## EXERCISE BRIEF
With the pictures set aside, return the lines below exactly, beginning at the first and ending at the line containing "margin:0; padding:0; list-style:none".
:: DATA RECORDS
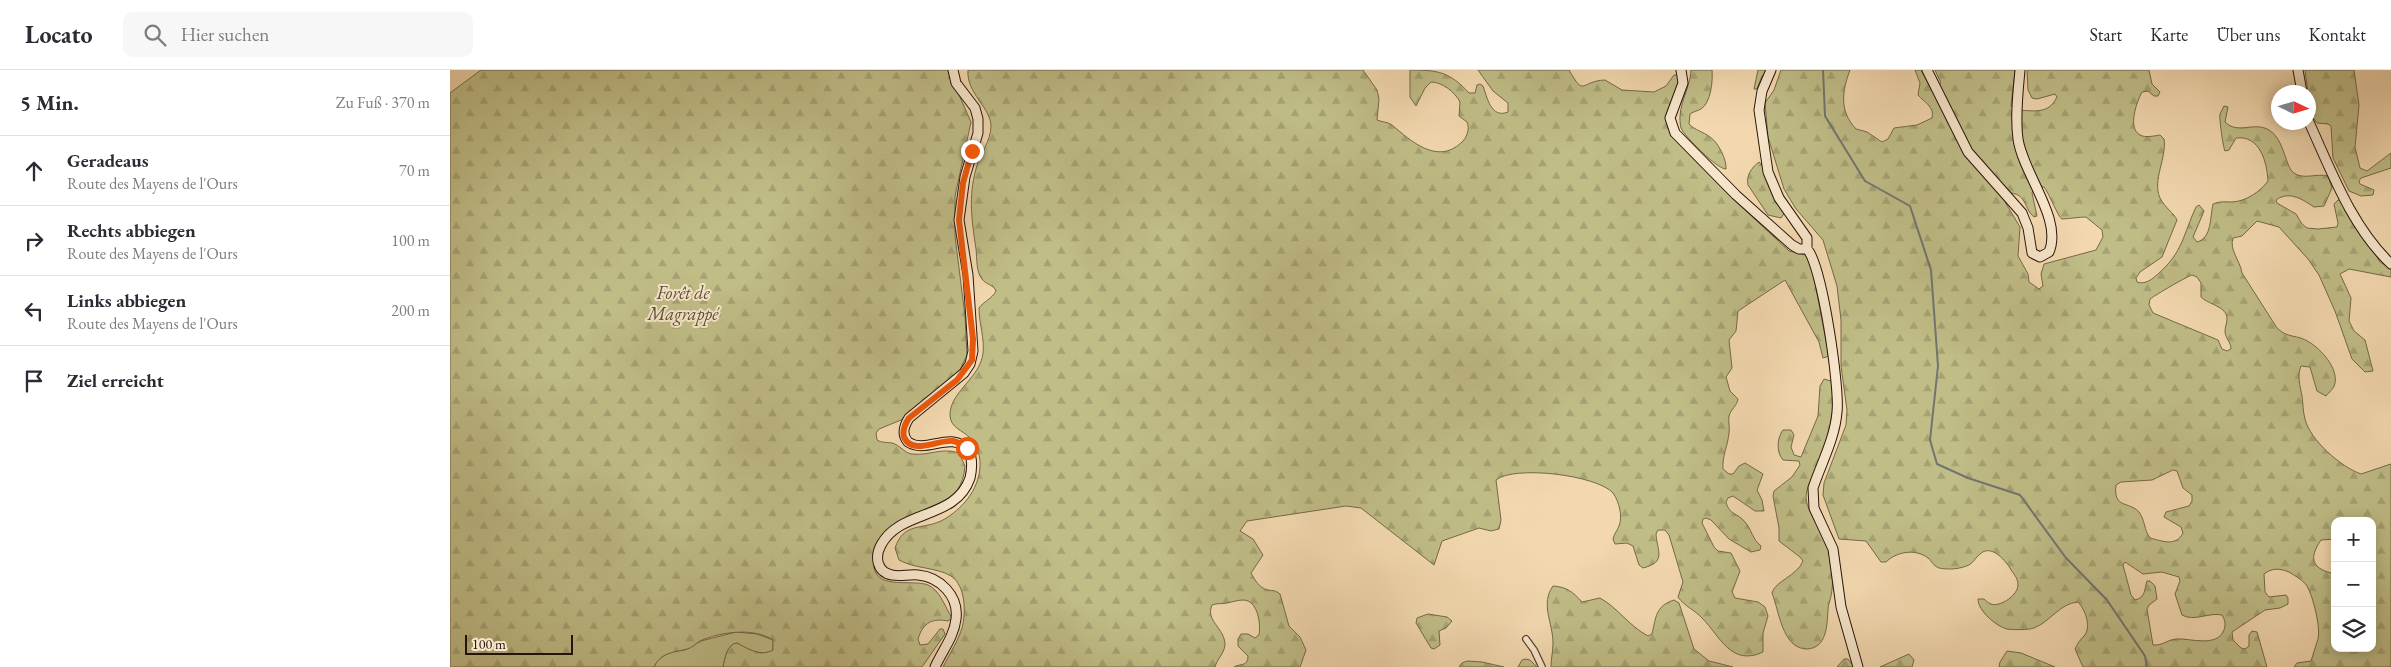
<!DOCTYPE html>
<html lang="de">
<head>
<meta charset="utf-8">
<style>
	:root { --surface:#fff; --page:#f7f7f7; --text:#2b2b33; --muted:#7c7c81; --line:#e1e1e2 }
	body { margin:0; font-family:"EB Garamond",serif; background:var(--page); color:var(--text) }
	.controls { position:absolute; right:15px; bottom:15px; display:grid; overflow:hidden; border-radius:10px; box-shadow:0 2px 12px #0003 }
	.controls button { width:45px; height:45px; display:grid; place-items:center; padding:0; border:0; border-bottom:1px solid var(--line); background:var(--surface); color:var(--text); font:25px sans-serif }
	.compass { position:absolute; left:1821px; top:15px; width:45px; height:45px; border-radius:50%; background:var(--surface); box-shadow:0 2px 12px #0003; rotate:94deg }
	.scale { position:absolute; left:15px; bottom:12px; width:108px; box-sizing:border-box; padding-left:5px; border:2px solid #271309; border-top:0; font-size:14px; line-height:18px; white-space:nowrap; color:#271309; -webkit-text-stroke:4px #f7e6cb; paint-order:stroke }
	.stop { position:absolute; width:15px; height:15px; margin:-11px; border:4px solid #ea580c; border-radius:50%; background:#fff }
	.stop.end { background:#ea580c; border-color:#fff; box-shadow:0 1px 5px #0008 }
	.list { margin:0; padding:0; list-style:none }
	h2 { display:flex; justify-content:space-between; align-items:center; height:65px; margin:0; padding:0 20px; font-size:21px }
	h2 small { font-size:16px; font-weight:400; color:var(--muted) }
	.list li { display:grid; grid-template-columns:32px 1fr auto; gap:15px; align-items:center; box-sizing:border-box; height:70px; padding:0 20px; border-top:1px solid var(--line) }
	.list b { display:block; font-size:19px; white-space:nowrap }
	.list p { margin:0; font-size:16px; white-space:nowrap; color:var(--muted) }
	.list em { font-size:16px; font-style:normal; color:var(--muted) }
	.icon { flex:none; width:28px; height:28px; fill:none; stroke:currentColor; stroke-width:2; stroke-linecap:round; stroke-linejoin:round }
	.map { position:relative; flex:none; width:1941px; height:597px; overflow:hidden }
	header { display:flex; align-items:center; gap:30px; box-sizing:border-box; height:70px; padding:0 25px; background:var(--surface); border-bottom:1px solid var(--line) }
	header strong { font-size:24px }
	nav { display:flex; gap:28px; margin-inline-start:auto; font-size:18px }
	.search { width:350px; height:45px; background:var(--page); display:flex; align-items:center; gap:12px; box-sizing:border-box; padding:0 18px; border-radius:10px; color:var(--muted); font-size:19px }
	main { display:flex }
	aside { flex:1; background:var(--surface) }
	.map>svg:first-child { display:block }
	.green { fill:#c0bd87; stroke:#746848 }
	.forest { fill:url(#forest-firs); stroke:#746848; fill-rule:evenodd }
	.lines { fill:none; stroke-linecap:round; stroke-linejoin:round }
	.stream { stroke:#707571; stroke-width:2 }
	.street-casing { stroke:#5a4432; stroke-width:8 }
	.secondary-casing { stroke:#271309; stroke-width:11 }
	.street { stroke:#f7e6cb; stroke-width:5.5 }
	.secondary { stroke:#f7e6cb; stroke-width:9 }
	.route { stroke:#ea580c; stroke-width:6 }
	.labels { text-anchor:middle; stroke-width:4; stroke-linejoin:round; paint-order:stroke }
	.park-label { font-size:18px; font-style:italic; fill:#5d4e35; stroke:#f7e6cb }
</style>
</head>
<body>
<header>
<strong>Locato</strong>
<div class="search"><svg class="icon" aria-label="search" viewBox="0 0 24 24"><circle cx="10" cy="10" r="6"/><path d="M15 15l6 6"/></svg>Hier suchen</div>
<nav><a>Start</a><a>Karte</a><a>Über uns</a><a>Kontakt</a></nav>
</header>
<main>
<aside>
<h2>5 Min.<small>Zu Fuß · 370 m</small></h2>
<ul class="list">
<li><svg class="icon" aria-label="ahead" viewBox="0 0 24 24"><path d="M12 20V5M6 11l6-6 6 6"/></svg><div><b>Geradeaus</b><p>Route des Mayens de l'Ours</p></div><em>70 m</em></li>
<li><svg class="icon" aria-label="right" viewBox="0 0 24 24"><path d="M7 20v-9h11M14 6l5 5-5 5"/></svg><div><b>Rechts abbiegen</b><p>Route des Mayens de l'Ours</p></div><em>100 m</em></li>
<li><svg class="icon" aria-label="left" viewBox="0 0 24 24"><path d="M17 20v-9H6M10 6l-5 5 5 5"/></svg><div><b>Links abbiegen</b><p>Route des Mayens de l'Ours</p></div><em>200 m</em></li>
<li><svg class="icon" aria-label="arrive" viewBox="0 0 24 24"><path d="M6 21V4h12l-3 4 3 4H6"/></svg><div><b>Ziel erreicht</b></div></li>
</ul>
</aside>
<div class="map">
<svg width="1941" height="597" viewBox="0 0 1941 597">
	<defs>
		<pattern id="forest-firs" width="22" height="20" patternUnits="userSpaceOnUse" patternTransform="scale(1.25)"><rect width="22" height="20" fill="#c0bd87"/><path d="M5 1l3.5 6h-7zM16 11l3.5 6h-7z" fill="#a5a273"/></pattern>
	</defs>
	<rect width="100%" height="100%" fill="#f3d8af"/>
	<filter id="stains"><feTurbulence type="fractalNoise" baseFrequency=".004" numOctaves="4"/><feColorMatrix values="0 0 0 0 .2 0 0 0 0 .09 0 0 0 0 .02 0 0 0 .5 -.17"/></filter>
	<radialGradient id="worn" r=".72"><stop offset=".6" stop-color="#630" stop-opacity="0"/><stop offset="1" stop-color="#630" stop-opacity=".3"/></radialGradient>
	<path class="green" d="M286 562 307 564 323 570V580C311 587 298 579 287 573 277 574 275 588 273 597H204L207 590 220 582 235 580 251 571Z"/>
	<path class="forest" d="M31 0H498L521 52 505 126V166L515 246 517 285 510 300 502 307 451 350 429 359 426 363 427 370C432 373 436 372 442 373 450 375 454 383 462 384 479 386 492 377 509 383L515 396C512 437 478 434 450 450 438 457 432 467 426 479 424 484 423 491 424 497 427 520 463 509 478 515 490 520 495 537 502 548L498 551C483 548 473 552 468 569L470 575 478 574 490 559H493L495 564 472 597H273C275 588 277 574 287 573 298 579 311 587 323 580V570C304 557 270 562 250 571 245 574 242 578 237 579 223 583 211 582 204 597H0V23Z
		M518 0H913L927 20 929 29 927 50C932 52 938 52 942 55 961 71 987 95 1011 73 1017 68 1020 59 1017 52L1009 46 1010 32C1005 22 992 12 981 12L975 18 966 36 960 27V0C988 0 1000 2 1019 23H1025L1027 15 1030 14 1033 16C1037 27 1041 49 1058 42V33L1043 21 1028 0H1119C1135 28 1130 11 1155 10L1172 20 1204 22 1216 16 1224 5H1227C1234 16 1216 44 1218 59L1278 124 1339 181 1356 185 1362 198 1379 286 1373 288 1369 272 1335 210 1288 241 1286 261 1279 270 1282 298 1276 307 1280 321 1288 329C1287 336 1281 339 1279 346 1278 352 1280 357 1279 363 1278 375 1272 386 1273 399L1279 404H1283L1289 396 1295 393 1313 404 1307 420 1312 430 1314 441H1305L1283 426 1278 428 1276 432C1279 445 1288 443 1295 452 1302 460 1302 469 1311 476L1310 480 1301 482 1279 469 1261 450 1256 448 1253 449 1252 453 1264 477 1268 481 1281 483 1290 501 1282 522 1285 528 1308 532 1315 537 1318 546 1313 563V582C1281 597 1270 566 1252 548 1245 540 1234 536 1228 527L1233 512 1219 465 1215 460H1208L1206 464C1207 481 1217 492 1193 498L1189 495 1183 476 1177 473 1165 474 1163 469C1164 464 1167 461 1169 456 1173 447 1169 431 1163 423 1147 405 1064 395 1046 410L1051 450 1049 459 1041 461 1029 458 992 471 984 495 911 438 896 436 797 451 790 461 803 469 813 485 801 503C805 510 809 518 818 520 824 521 825 520 830 524L839 556 850 567 856 580 850 597H784C791 593 798 597 798 586L788 576V569L791 564H798L805 568 809 565C811 554 808 530 793 530 788 530 782 532 777 533 772 534 767 533 762 535 755 551 775 558 775 575 774 584 767 589 765 597H493C499 585 508 571 512 558 516 543 516 516 501 506 486 497 465 499 449 490L445 478C454 452 471 460 491 451 499 447 508 440 515 432 530 415 538 386 519 367 512 360 501 358 500 346 499 326 522 312 530 294 538 276 529 257 529 238 534 231 542 229 546 221 543 214 536 215 532 209 526 202 527 188 526 179 522 152 518 127 526 99 529 86 541 71 541 56 541 38 516 23 518 0Z
		M1241 0H1262C1263 10 1261 33 1251 39 1248 41 1244 41 1240 44L1239 54C1246 61 1252 61 1260 67 1268 72 1277 90 1276 99 1267 99 1235 67 1231 58 1226 37 1240 20 1241 0Z
		M1308 0H1318L1312 6 1307 19H1304Z
		M1331 0H1400C1392 21 1389 41 1406 59L1417 62 1432 72 1438 69 1444 58 1467 55 1482 48C1485 37 1474 32 1468 25L1470 13 1465 0H1471L1481 19 1484 20 1491 13 1485 0H1565L1561 36 1565 40C1582 40 1598 46 1607 27L1605 24 1587 29 1582 28 1578 20 1577 0H1699L1702 14 1710 22 1708 26H1704L1698 21 1692 22C1687 31 1677 58 1690 65 1695 68 1704 66 1710 65L1714 69C1717 88 1702 110 1710 128 1715 138 1724 143 1727 150L1712 187 1690 202 1686 208 1687 212C1696 215 1702 209 1708 204 1733 182 1733 165 1746 137L1749 135 1754 141 1743 167 1747 172C1762 168 1760 147 1763 134 1770 131 1775 132 1783 132 1796 131 1810 122 1818 111 1817 92 1810 65 1786 68L1779 80 1775 81C1773 77 1769 48 1770 44 1771 41 1773 39 1774 36L1778 37 1775 52C1788 65 1804 51 1819 60 1835 70 1835 97 1844 103 1853 110 1867 103 1878 106L1882 118 1874 136 1864 137C1853 130 1840 120 1826 130L1827 133 1846 144 1852 154 1857 158 1868 159 1887 157 1888 153 1884 134 1888 130H1892L1930 192 1941 199V207L1899 199 1890 204 1901 228 1899 251 1904 261 1915 270 1923 301 1915 302 1902 289 1885 241 1869 205 1858 189 1829 157 1807 151 1792 166 1783 168C1779 180 1790 190 1792 203L1827 258C1838 269 1847 264 1859 272 1871 279 1888 298 1885 313 1884 319 1879 322 1876 326L1867 321 1860 297 1851 296C1847 305 1850 316 1852 326 1853 333 1853 342 1855 349 1860 370 1891 397 1911 404L1941 394V597H1844L1847 593 1861 591C1863 584 1866 576 1868 569 1871 558 1863 526 1857 516 1854 511 1844 505 1839 502 1829 498 1822 498 1814 504L1815 522 1819 527 1836 525 1838 528V534L1830 538 1815 540 1782 562 1783 570 1791 578 1795 579 1799 576V565L1802 561 1807 562 1817 597H1633L1625 579C1628 573 1630 570 1634 566 1642 557 1635 539 1628 532 1610 533 1600 552 1584 558 1578 560 1564 560 1557 559 1546 556 1528 541 1528 529H1534C1541 536 1545 536 1554 532 1560 529 1568 522 1568 515 1568 507 1563 504 1560 498 1554 489 1541 474 1530 484 1525 488 1524 492 1519 495 1510 499 1499 500 1489 498 1483 496 1482 491 1478 488 1465 478 1446 482 1436 492H1431L1416 471 1389 469 1373 425 1374 413 1396 355 1397 340 1391 296V250L1387 216 1373 170 1346 139 1334 119 1318 67 1315 33 1324 20ZM1590 116 1594 117C1599 123 1608 147 1612 149 1615 149 1631 147 1636 147L1652 160 1653 167 1646 180 1594 194 1591 204 1593 216 1589 219 1579 212 1578 204 1568 186 1570 157 1555 132 1561 123C1577 125 1574 139 1584 147L1587 146 1582 123 1583 120ZM1742 205 1747 207 1751 213V227C1759 235 1777 236 1777 249 1777 253 1775 257 1775 261 1775 268 1781 272 1781 279L1777 281 1772 279 1768 270 1703 243 1699 235 1700 229C1707 224 1736 207 1742 205ZM1723 400 1727 401 1733 418 1742 425V431L1739 436 1716 442 1714 447 1731 457 1733 463C1726 477 1712 471 1700 468 1694 460 1695 450 1689 442 1679 431 1663 439 1666 415L1671 412 1702 410ZM1885 451H1922V578H1885V504C1862 499 1858 489 1871 470L1885 469ZM1675 492 1693 504 1712 502 1729 507 1730 511 1725 524 1732 545C1744 552 1759 542 1772 545 1775 550 1776 554 1774 560 1767 578 1740 568 1726 569 1717 570 1712 576 1703 575L1697 539 1699 535 1707 529 1705 516 1700 511H1697C1694 520 1696 527 1685 530L1681 525 1673 495Z
		M1855 0H1904L1909 35 1905 77 1910 98 1917 101 1941 83V98L1911 108 1909 111 1910 114 1924 120 1923 125 1911 126 1899 121 1883 88 1881 56 1878 54 1867 53 1861 45Z
		M1309 92 1313 96C1316 113 1324 127 1335 142L1331 148 1318 145 1298 115C1296 106 1301 98 1309 92Z
		M1374 309 1381 311C1392 333 1374 381 1364 403 1361 411 1356 418 1356 428 1357 444 1375 464 1379 480 1382 494 1384 512 1381 526 1380 531 1378 535 1378 540 1377 555 1377 578 1357 579 1332 579 1329 540 1322 523 1325 511 1347 506 1353 491L1350 487 1329 471V458L1323 426 1324 421 1342 407 1350 395 1349 391 1333 390C1326 382 1327 368 1333 360H1341L1344 365 1341 377 1344 385 1351 387 1368 346 1370 316Z
		M1103 516C1117 517 1123 522 1132 532L1150 528C1168 538 1179 556 1198 566L1202 564C1206 548 1205 536 1224 530L1229 533 1244 579 1259 591 1283 597H1101C1101 589 1103 581 1103 573 1103 553 1090 534 1103 516Z
		M978 544 997 547 1002 551 996 558 989 561 990 575 984 579 981 578 966 553 967 548Z
		M1557 581 1571 583 1605 597H1549L1550 592Z
		M1459 584 1464 590 1462 597H1430Z
		M1076 589 1080 590 1087 597H1068L1072 590Z
		M1394 589H1398L1404 597H1387Z
		M1017 591 1032 592 1054 597H1009L1012 593Z"/>
	<g class="lines">
		<path class="stream" d="M1373 0 1375 46 1415 111 1460 136 1481 200 1488 296 1480 370 1487 394 1518 408 1570 425 1616 488 1657 530 1695 586 1697 597"/>
		<g class="street-casing">
			<path id="street" d="M1076 569 1084 580 1092 597"/>
		</g>
		<g class="secondary-casing">
			<path id="secondary" d="M1231 0 1233 13 1220 48 1225 63 1286 125 1342 175 1349 179H1357
				M1321 0 1312 21 1309 40 1318 102 1329 128 1357 168V179
				M1477 0 1518 82 1572 143 1578 158 1582 183 1590 187 1599 182C1613 149 1573 104 1568 69 1565 47 1568 22 1570 0
				M1848 0 1852 22
				M1858 50C1881 100 1901 156 1941 194
				M1357 179C1372 194 1390 318 1387 342 1385 368 1371 394 1363 418L1364 438 1383 479 1391 537 1408 597
				M485 597C492 581 504 567 506 549 509 526 490 507 468 505 459 504 450 507 442 505 426 502 425 486 431 475 450 439 506 450 520 408 522 399 523 390 519 382 502 358 478 385 458 372 451 364 454 356 459 348L514 303 520 294 523 281 518 205 509 150 515 107 528 63V49L525 38 506 13 503 0"/>
		</g>
		<use href="#street" class="street"/>
		<use href="#secondary" class="secondary"/>
	</g>
	<g class="lines">
		<path class="route" d="M517 378C513 375 508 372 503 371 489 369 462 386 454 367 452 360 455 354 459 348L507 310 522 290 523 269 509 150 513 113 522 81"/>
	</g>
	<g class="labels">
		<g class="park-label">
			<text x="233" y="229">Forêt de<tspan x="233" dy="21">Magrappé</tspan></text>
		</g>
	</g>
	<rect width="100%" height="100%" filter="url(#stains)"/>
	<rect width="100%" height="100%" fill="url(#worn)"/>
</svg>
<div class="controls">
<button>+</button>
<button>−</button>
<button><svg class="icon" aria-label="layers" viewBox="0 0 24 24"><path d="M12 4l9 5-9 5-9-5zM3 14l9 5 9-5"/></svg></button>
</div>
<svg class="compass" viewBox="-18 -18 36 36"><path d="M0-13l5 13h-10z" fill="#e53935"/><path d="M0 13l5-13h-10z" fill="#7c7c81"/></svg>
<div class="scale">100 m</div>
<div class="stop" style="left:517px;top:378px"></div>
<div class="stop end" style="left:522px;top:81px"></div>
</div>
</main>
</body>
</html>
::::
## TASK RESPONSE
<!DOCTYPE html>
<html lang="de">
<head>
<meta charset="utf-8">
<style>
	:root { --surface:#fff; --page:#f7f7f7; --text:#2b2b33; --muted:#7c7c81; --line:#e1e1e2 }
	body { margin:0; font-family:"EB Garamond",serif; background:var(--page); color:var(--text) }
	.controls { position:absolute; right:15px; bottom:15px; display:grid; overflow:hidden; border-radius:10px; box-shadow:0 2px 12px #0003 }
	.controls button { width:45px; height:45px; display:grid; place-items:center; padding:0; border:0; border-bottom:1px solid var(--line); background:var(--surface); color:var(--text); font:25px sans-serif }
	.compass { position:absolute; left:1821px; top:15px; width:45px; height:45px; border-radius:50%; background:var(--surface); box-shadow:0 2px 12px #0003; rotate:94deg }
	.scale { position:absolute; left:15px; bottom:12px; width:108px; box-sizing:border-box; padding-left:5px; border:2px solid #271309; border-top:0; font-size:14px; line-height:18px; white-space:nowrap; color:#271309; -webkit-text-stroke:4px #f7e6cb; paint-order:stroke }
	.stop { position:absolute; width:15px; height:15px; margin:-11px; border:4px solid #ea580c; border-radius:50%; background:#fff }
	.stop.end { background:#ea580c; border-color:#fff; box-shadow:0 1px 5px #0008 }
	.list { margin:0; padding:0; list-style:none }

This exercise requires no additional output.